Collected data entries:
──────────────────────────────
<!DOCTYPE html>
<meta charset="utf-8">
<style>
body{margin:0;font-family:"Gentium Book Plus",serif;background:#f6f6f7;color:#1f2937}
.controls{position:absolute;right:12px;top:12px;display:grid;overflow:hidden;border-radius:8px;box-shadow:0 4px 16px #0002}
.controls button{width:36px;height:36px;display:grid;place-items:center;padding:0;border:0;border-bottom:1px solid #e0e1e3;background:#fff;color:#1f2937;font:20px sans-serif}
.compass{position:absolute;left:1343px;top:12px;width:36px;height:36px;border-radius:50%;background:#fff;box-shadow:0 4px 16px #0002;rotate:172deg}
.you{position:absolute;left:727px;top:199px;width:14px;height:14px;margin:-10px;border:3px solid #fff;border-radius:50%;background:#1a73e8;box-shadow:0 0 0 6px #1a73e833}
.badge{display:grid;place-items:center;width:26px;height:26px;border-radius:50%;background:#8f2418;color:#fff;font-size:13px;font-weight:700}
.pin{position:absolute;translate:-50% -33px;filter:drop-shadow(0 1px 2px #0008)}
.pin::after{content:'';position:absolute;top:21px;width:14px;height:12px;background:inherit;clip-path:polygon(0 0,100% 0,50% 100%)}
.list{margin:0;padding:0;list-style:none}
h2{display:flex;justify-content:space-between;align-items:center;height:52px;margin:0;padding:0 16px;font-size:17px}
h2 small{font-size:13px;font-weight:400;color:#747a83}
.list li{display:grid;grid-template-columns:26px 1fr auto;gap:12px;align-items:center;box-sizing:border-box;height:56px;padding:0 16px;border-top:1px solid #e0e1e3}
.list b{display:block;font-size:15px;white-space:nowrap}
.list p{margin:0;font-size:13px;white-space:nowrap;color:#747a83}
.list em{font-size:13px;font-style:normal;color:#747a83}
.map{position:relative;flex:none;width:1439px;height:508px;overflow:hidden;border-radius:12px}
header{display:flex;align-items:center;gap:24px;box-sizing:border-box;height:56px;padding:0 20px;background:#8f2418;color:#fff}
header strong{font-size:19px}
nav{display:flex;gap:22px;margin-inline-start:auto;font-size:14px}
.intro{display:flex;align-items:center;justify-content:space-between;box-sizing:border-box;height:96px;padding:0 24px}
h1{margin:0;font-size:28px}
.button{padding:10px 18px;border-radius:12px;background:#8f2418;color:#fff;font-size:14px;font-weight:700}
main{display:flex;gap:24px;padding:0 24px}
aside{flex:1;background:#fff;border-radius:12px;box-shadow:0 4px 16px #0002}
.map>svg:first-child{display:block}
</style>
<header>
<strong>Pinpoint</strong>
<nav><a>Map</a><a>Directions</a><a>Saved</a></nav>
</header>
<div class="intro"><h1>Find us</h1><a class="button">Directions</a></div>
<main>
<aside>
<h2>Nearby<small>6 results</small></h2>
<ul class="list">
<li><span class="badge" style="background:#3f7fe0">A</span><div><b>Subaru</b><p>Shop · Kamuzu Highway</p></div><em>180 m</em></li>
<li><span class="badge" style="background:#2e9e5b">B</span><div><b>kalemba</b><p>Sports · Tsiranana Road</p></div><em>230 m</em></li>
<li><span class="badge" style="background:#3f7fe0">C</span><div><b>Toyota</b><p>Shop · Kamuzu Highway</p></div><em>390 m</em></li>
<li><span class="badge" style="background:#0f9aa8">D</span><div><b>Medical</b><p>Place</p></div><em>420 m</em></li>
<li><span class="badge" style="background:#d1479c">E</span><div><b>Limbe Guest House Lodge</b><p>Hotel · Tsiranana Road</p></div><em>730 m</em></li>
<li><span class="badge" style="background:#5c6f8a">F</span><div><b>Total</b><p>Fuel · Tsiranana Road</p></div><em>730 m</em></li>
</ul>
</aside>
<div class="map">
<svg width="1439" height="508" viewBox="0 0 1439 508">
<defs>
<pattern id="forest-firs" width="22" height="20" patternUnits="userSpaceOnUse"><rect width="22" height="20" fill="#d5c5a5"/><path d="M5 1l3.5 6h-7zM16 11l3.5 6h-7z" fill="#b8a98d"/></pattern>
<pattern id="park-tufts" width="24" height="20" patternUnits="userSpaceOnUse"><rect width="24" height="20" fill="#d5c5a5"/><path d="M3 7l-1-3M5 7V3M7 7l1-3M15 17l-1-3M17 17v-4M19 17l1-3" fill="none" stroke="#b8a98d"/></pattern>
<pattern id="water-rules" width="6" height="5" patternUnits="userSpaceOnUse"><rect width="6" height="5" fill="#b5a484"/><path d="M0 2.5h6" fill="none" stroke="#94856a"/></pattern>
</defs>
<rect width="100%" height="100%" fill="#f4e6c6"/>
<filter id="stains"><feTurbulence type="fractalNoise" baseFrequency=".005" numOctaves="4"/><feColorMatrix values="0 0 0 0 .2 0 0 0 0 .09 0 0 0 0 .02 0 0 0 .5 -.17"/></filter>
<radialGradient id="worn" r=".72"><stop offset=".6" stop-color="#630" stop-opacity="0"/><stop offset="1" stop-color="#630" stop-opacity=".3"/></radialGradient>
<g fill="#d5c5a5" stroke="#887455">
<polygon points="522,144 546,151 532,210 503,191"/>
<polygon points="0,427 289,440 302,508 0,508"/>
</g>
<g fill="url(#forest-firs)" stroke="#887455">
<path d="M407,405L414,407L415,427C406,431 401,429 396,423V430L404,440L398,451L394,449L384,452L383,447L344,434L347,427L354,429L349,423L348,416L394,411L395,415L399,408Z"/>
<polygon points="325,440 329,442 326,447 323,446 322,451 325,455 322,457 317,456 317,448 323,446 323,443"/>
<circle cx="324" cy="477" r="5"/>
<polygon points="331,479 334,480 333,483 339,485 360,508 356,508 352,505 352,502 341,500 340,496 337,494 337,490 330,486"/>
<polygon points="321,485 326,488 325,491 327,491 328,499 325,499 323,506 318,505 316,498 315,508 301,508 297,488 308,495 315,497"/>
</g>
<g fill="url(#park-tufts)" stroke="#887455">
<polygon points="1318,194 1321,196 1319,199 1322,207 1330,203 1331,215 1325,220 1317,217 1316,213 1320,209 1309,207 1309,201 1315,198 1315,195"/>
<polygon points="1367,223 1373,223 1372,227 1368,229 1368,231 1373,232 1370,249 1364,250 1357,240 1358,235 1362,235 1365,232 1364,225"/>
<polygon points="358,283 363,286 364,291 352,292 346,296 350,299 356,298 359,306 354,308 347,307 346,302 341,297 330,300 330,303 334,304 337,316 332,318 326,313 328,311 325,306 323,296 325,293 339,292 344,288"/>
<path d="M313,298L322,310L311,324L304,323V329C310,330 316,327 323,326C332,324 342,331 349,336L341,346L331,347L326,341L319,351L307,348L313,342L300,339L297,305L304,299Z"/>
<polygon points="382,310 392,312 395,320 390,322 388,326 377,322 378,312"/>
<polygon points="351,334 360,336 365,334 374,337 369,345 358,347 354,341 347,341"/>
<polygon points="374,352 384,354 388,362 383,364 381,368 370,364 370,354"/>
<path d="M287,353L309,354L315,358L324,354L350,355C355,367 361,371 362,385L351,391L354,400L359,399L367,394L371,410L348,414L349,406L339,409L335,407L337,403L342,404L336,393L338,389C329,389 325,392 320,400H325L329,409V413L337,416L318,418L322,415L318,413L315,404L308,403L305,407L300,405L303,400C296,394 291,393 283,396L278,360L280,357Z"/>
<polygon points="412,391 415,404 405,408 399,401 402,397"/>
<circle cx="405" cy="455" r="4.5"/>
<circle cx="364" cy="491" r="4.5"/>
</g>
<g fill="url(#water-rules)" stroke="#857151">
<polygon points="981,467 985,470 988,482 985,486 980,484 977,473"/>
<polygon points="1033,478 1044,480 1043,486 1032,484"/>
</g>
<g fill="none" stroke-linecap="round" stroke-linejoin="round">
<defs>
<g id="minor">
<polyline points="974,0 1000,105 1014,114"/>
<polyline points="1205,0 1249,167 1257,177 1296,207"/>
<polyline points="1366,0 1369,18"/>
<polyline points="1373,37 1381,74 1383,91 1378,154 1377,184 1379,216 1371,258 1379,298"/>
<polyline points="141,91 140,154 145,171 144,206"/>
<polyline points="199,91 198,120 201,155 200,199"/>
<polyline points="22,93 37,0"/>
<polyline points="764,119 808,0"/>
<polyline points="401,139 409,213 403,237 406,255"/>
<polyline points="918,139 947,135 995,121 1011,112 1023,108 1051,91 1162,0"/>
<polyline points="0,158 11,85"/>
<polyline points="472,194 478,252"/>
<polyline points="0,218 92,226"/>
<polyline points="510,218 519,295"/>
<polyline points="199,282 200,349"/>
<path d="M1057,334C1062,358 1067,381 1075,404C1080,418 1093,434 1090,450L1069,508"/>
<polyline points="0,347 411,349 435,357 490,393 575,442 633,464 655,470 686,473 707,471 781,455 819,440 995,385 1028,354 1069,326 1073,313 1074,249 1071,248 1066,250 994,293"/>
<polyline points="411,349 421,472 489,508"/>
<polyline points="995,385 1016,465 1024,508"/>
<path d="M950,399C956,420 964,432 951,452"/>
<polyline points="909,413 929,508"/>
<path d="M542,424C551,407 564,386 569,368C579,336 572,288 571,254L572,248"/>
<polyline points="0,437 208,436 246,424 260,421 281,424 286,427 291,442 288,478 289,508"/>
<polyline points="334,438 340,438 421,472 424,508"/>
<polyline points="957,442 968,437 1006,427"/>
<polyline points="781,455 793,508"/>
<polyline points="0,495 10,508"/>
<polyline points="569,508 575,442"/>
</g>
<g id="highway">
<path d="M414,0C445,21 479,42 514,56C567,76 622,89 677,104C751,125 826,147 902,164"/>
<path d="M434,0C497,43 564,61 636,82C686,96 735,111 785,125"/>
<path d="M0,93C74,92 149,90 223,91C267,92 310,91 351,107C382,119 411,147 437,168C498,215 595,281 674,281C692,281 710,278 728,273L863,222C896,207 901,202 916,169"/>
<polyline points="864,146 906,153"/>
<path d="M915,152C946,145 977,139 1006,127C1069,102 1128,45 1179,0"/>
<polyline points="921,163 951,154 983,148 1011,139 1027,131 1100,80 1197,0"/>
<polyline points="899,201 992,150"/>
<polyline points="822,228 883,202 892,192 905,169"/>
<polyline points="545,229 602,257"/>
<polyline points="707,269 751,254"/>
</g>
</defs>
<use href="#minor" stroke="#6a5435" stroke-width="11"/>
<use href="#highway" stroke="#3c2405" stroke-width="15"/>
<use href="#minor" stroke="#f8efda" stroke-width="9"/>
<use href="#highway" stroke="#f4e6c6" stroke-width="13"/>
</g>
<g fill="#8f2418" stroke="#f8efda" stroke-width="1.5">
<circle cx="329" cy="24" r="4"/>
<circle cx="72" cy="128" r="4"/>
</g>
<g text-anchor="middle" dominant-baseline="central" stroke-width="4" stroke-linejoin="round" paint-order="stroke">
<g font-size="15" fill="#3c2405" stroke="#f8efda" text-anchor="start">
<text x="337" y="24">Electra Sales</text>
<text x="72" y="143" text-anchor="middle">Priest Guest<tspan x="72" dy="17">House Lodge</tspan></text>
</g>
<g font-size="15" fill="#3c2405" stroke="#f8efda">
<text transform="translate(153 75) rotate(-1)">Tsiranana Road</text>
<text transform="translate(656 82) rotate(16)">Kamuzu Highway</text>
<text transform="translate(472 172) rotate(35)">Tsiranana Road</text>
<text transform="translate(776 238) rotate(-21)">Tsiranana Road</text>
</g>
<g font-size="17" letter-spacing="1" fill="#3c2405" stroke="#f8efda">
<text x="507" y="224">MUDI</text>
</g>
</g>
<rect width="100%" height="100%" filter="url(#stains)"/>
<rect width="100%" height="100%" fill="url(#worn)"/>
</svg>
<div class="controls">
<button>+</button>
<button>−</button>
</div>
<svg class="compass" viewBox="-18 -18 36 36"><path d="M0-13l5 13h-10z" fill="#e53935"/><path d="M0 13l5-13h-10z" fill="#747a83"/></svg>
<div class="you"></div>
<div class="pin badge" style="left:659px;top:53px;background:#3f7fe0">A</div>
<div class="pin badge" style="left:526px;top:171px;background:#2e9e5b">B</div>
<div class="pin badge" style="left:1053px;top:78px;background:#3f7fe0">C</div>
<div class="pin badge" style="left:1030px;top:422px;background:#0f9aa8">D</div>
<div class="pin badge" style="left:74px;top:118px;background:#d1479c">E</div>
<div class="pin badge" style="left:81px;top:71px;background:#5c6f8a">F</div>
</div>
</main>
──────────────────────────────
Lines that contain "compass" are the result; find them in the entries above and copy each one.

.compass{position:absolute;left:1343px;top:12px;width:36px;height:36px;border-radius:50%;background:#fff;box-shadow:0 4px 16px #0002;rotate:172deg}
<svg class="compass" viewBox="-18 -18 36 36"><path d="M0-13l5 13h-10z" fill="#e53935"/><path d="M0 13l5-13h-10z" fill="#747a83"/></svg>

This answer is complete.